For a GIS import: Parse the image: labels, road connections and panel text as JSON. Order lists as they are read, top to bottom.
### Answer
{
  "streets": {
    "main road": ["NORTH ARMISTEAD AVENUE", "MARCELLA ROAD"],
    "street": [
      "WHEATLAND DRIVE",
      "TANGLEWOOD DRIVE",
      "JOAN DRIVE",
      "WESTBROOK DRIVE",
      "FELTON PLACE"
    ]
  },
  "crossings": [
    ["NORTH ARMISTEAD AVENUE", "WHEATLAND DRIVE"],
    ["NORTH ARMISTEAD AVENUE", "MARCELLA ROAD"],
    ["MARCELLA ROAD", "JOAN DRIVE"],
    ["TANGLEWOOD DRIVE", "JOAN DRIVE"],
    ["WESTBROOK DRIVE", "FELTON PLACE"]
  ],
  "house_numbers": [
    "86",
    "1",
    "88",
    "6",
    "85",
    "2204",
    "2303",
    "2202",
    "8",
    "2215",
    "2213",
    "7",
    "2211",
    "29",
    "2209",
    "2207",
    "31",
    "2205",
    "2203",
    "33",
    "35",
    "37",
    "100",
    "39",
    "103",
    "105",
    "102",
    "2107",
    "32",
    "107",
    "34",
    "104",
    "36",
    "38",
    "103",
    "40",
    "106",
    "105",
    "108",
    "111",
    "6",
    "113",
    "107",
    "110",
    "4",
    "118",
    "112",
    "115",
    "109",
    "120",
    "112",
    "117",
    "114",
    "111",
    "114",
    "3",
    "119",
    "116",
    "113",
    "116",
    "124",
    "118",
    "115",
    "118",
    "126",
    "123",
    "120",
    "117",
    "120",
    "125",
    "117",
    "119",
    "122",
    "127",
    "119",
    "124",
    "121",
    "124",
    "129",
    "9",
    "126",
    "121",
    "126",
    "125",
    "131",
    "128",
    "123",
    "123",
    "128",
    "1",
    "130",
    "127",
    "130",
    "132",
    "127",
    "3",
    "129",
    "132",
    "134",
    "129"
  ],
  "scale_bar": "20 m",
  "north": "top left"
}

______

**WHAT NEEDS TO BE DONE**
Review the entries above and return every line where "ARMISTEAD" appears.

**SOLUTION TO THIS TASK**
    "main road": ["NORTH ARMISTEAD AVENUE", "MARCELLA ROAD"],
    ["NORTH ARMISTEAD AVENUE", "WHEATLAND DRIVE"],
    ["NORTH ARMISTEAD AVENUE", "MARCELLA ROAD"],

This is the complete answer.